Chris - And are the tadpoles, before they're a tadpole, when they're developing in their egg stage, are they sterile at that stage? So there's no microbes on them at that stage, and then they pick up microbes from their environment and their dad, potentially, after hatching. Is that sort of where you were coming from?

Maisie - Yes. So that was the very first question that I wanted to answer. People had not thought about the tadpoles being sterile at that point. However, other vertebrate eggs, for example, chicken eggs, the embryo is surrounded by a membrane that is called the vitilin envelope. And this envelope serves as microbial barrier. And so just because chicken are much more interesting to human beings because of their importance for human nutrition, this is very well investigated, and nobody has ever looked at that in frogs. And so this was the very first question of my whole project that I wanted to answer. When can microbes actually access the embryo?

Chris - And is that the case, that the tadpoles, before they escape from the egg, are sterile, and as soon as they're out into the environment, that's when they pick up bugs?

Maisie - So we found that the content of microbes in the surrounding jelly, so the egg surrounding the embryo, is much higher than in the embryo itself. So this is a good hint that actually the vitilin envelope also in tadpoles protects the embryo from major microbial colonisation. So this colonisation will just occur after these tadpoles are old enough to hatch from the vitilin envelope, which in our study species happens right before they are transported.

Chris - And then when dad picks them up, is there evidence that there is a colonisation of the tadpole with the parental microbiome at that stage?
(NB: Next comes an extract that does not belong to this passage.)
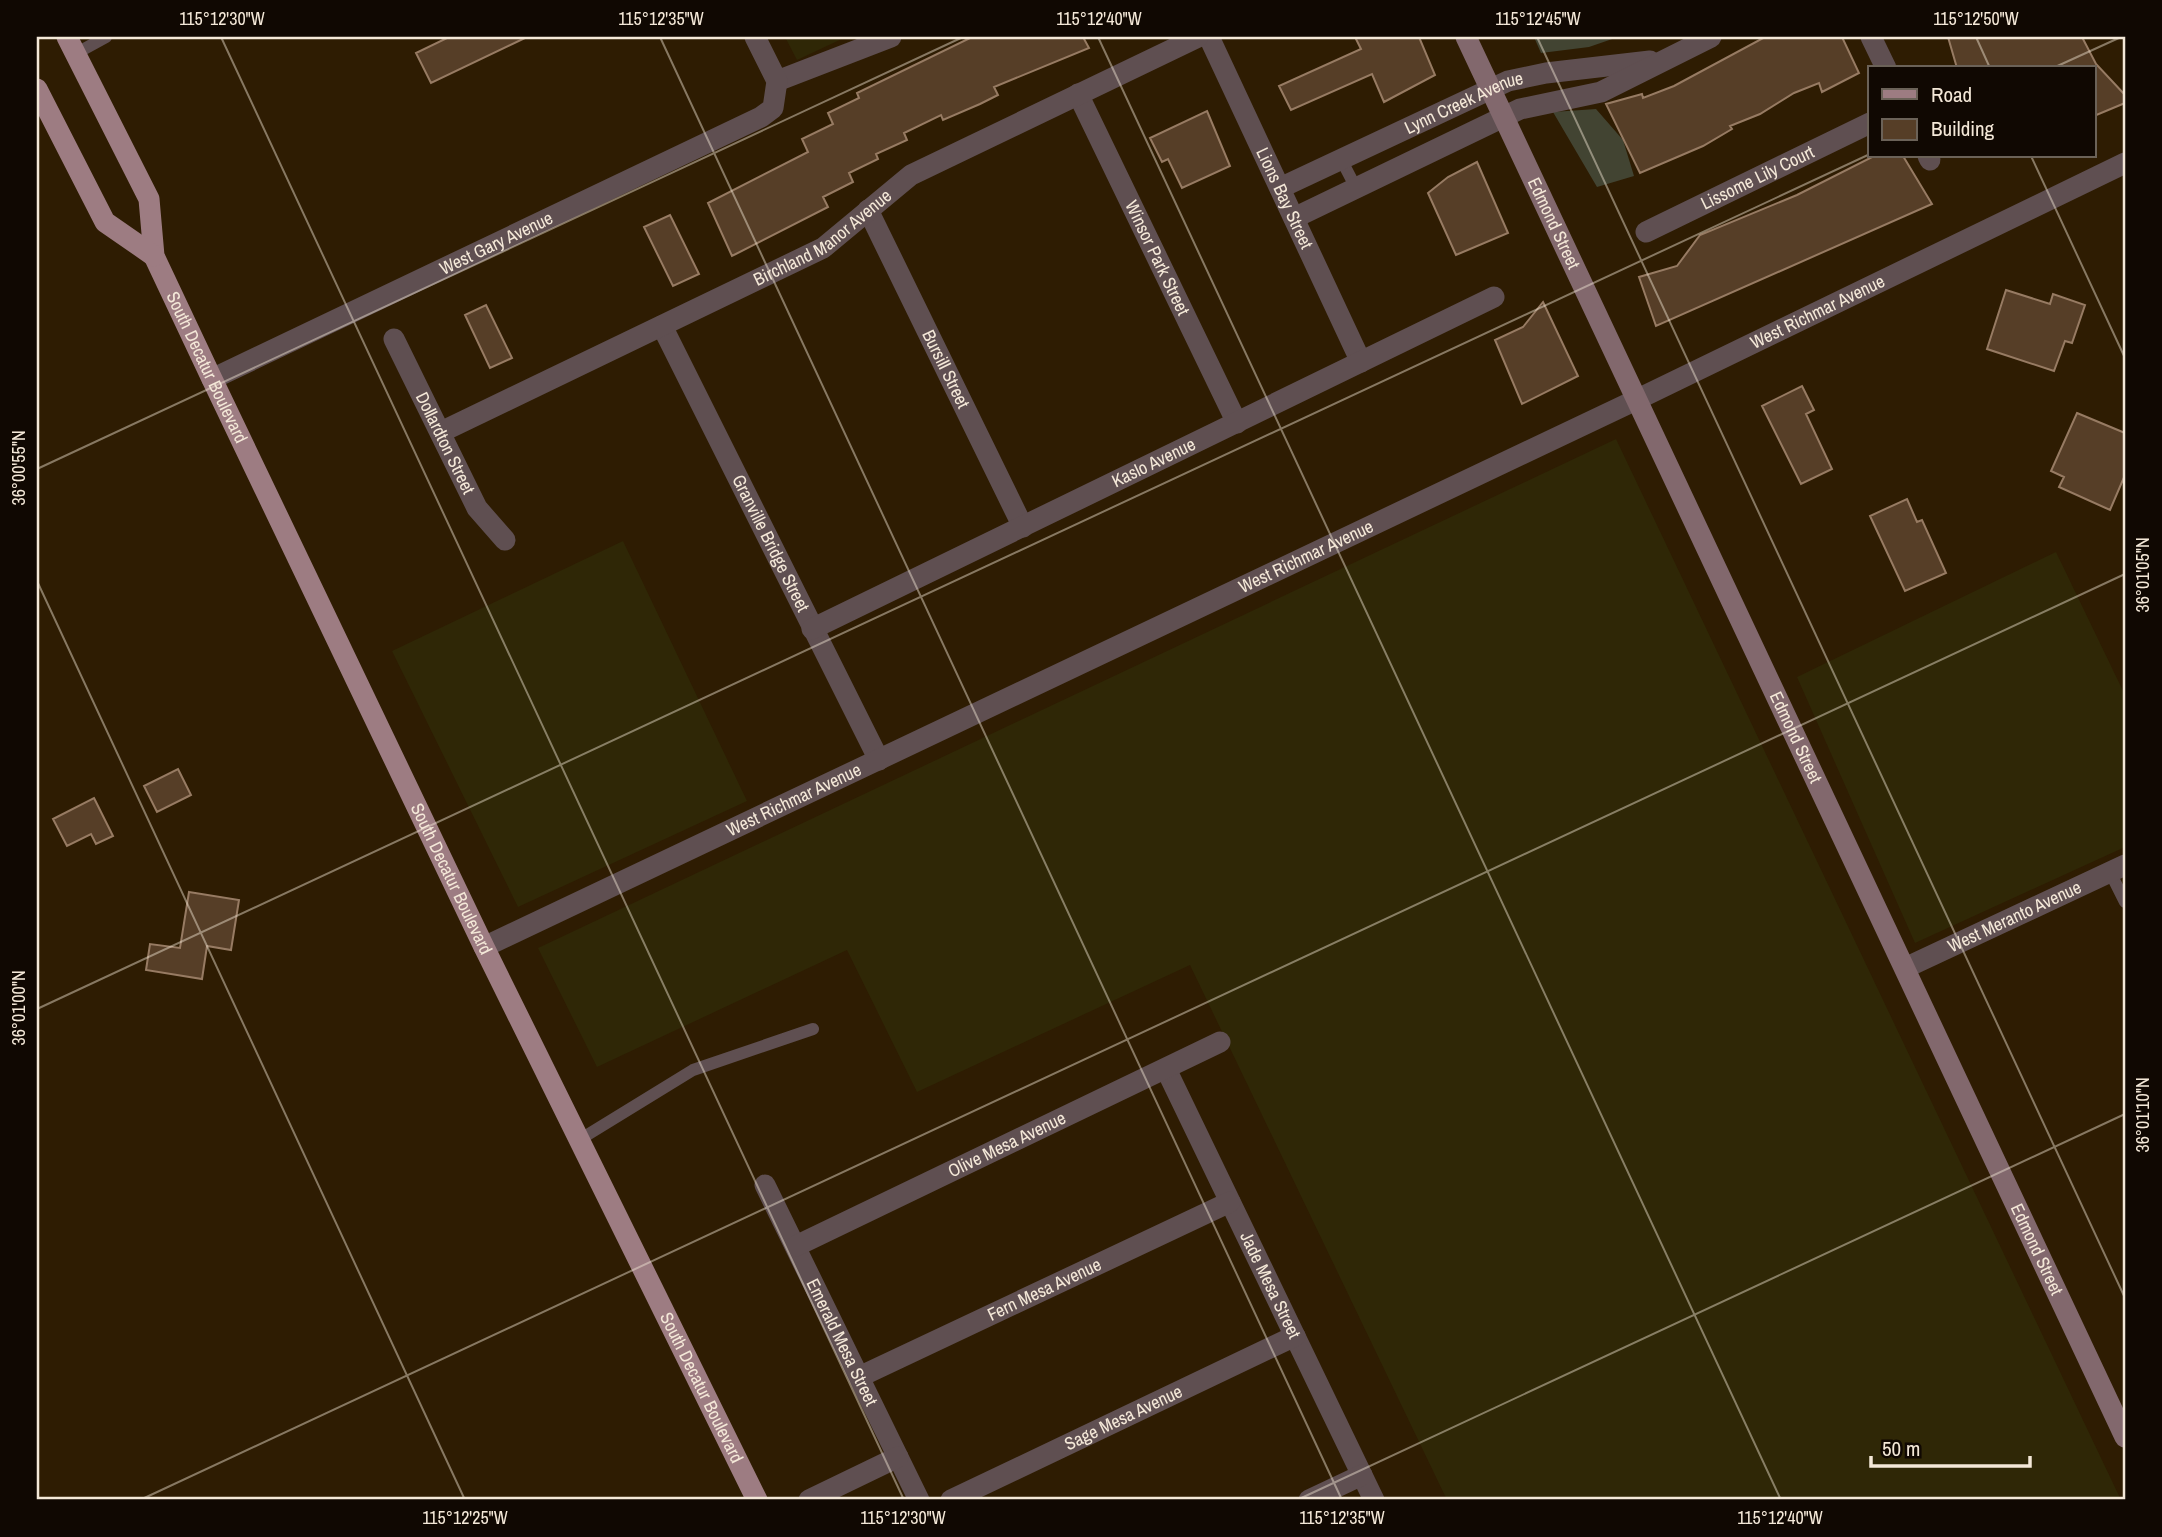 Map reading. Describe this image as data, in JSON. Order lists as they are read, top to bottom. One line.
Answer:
{"streets":{"main road":["South Decatur Boulevard"],"street":["Lynn Creek Avenue","Lissome Lily Court","Lions Bay Street","Edmond Street","Birchland Manor Avenue","West Gary Avenue","Winsor Park Street","West Richmar Avenue","Bursill Street","Dollardton Street","Kaslo Avenue","Granville Bridge Street","West Meranto Avenue","Olive Mesa Avenue","Jade Mesa Street","Fern Mesa Avenue","Emerald Mesa Street","Sage Mesa Avenue"]},"crossings":[["Lynn Creek Avenue","Lions Bay Street"],["Lynn Creek Avenue","Edmond Street"],["Lions Bay Street","Kaslo Avenue"],["Edmond Street","West Richmar Avenue"],["Edmond Street","West Meranto Avenue"],["Birchland Manor Avenue","Winsor Park Street"],["Birchland Manor Avenue","Bursill Street"],["Birchland Manor Avenue","Dollardton Street"],["Birchland Manor Avenue","Granville Bridge Street"],["West Gary Avenue","South Decatur Boulevard"],["Winsor Park Street","Kaslo Avenue"],["West Richmar Avenue","South Decatur Boulevard"],["West Richmar Avenue","Granville Bridge Street"],["Bursill Street","Kaslo Avenue"],["Kaslo Avenue","Granville Bridge Street"],["Olive Mesa Avenue","Jade Mesa Street"],["Olive Mesa Avenue","Emerald Mesa Street"],["Jade Mesa Street","Fern Mesa Avenue"],["Jade Mesa Street","Sage Mesa Avenue"],["Fern Mesa Avenue","Emerald Mesa Street"]],"legend":["Road","Building"],"scale_bar":"50 m","coordinates":["115°12'30\"W","115°12'35\"W","115°12'40\"W","115°12'45\"W","115°12'50\"W","36°00'55\"N","36°01'05\"N","36°01'00\"N","36°01'10\"N","115°12'25\"W"]}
Maisie - Yes. I see this as one of the major achievements of this research, that we could actually provide the very first evidence that this is indeed happening during tadpole transport. It doesn't seem to happen in the egg because the embryo is still protected. However, during tadpole transport, there is a direct skin-to-skin contact between the dad and the tadpole. And so we used an experiment where we could actually trace the microbes found in a tadpole after they had been transported. To do that, we used the fact that skin microbiota are influenced by the species. That means that different species of poison frog have very distinct skin microbiota. And so what we did was that we worked with sibling tadpoles and we had one tadpole transported by the biological dad and fostered a second tadpole onto the back of a very different poison frog species. And so that helped us show that whatever species transported that tadpole, this microbiota can then be found on the tadpole skin.

Chris - And it also nails the question, well, they didn't just pick up their particular unique clutch of microbes from the environment. They must have got it from the dad because otherwise both of those experiments would have ended up ultimately with the same microbiome, which they didn't.

Maisie - Exactly. So the other question was whether probably tadpoles can also spend a lot of time in the jelly already acquiring some microbiota there. And that was like one of the major reasons to choose this species, because in our species that dad actually helps the tadpoles hatch. And so if this is the case, really like microbiota of the transporting frogs are like among the very first microbiota that these tadpoles encounter. And they are definitely transferred from the transporting frog to the tadpole in the course of this transport.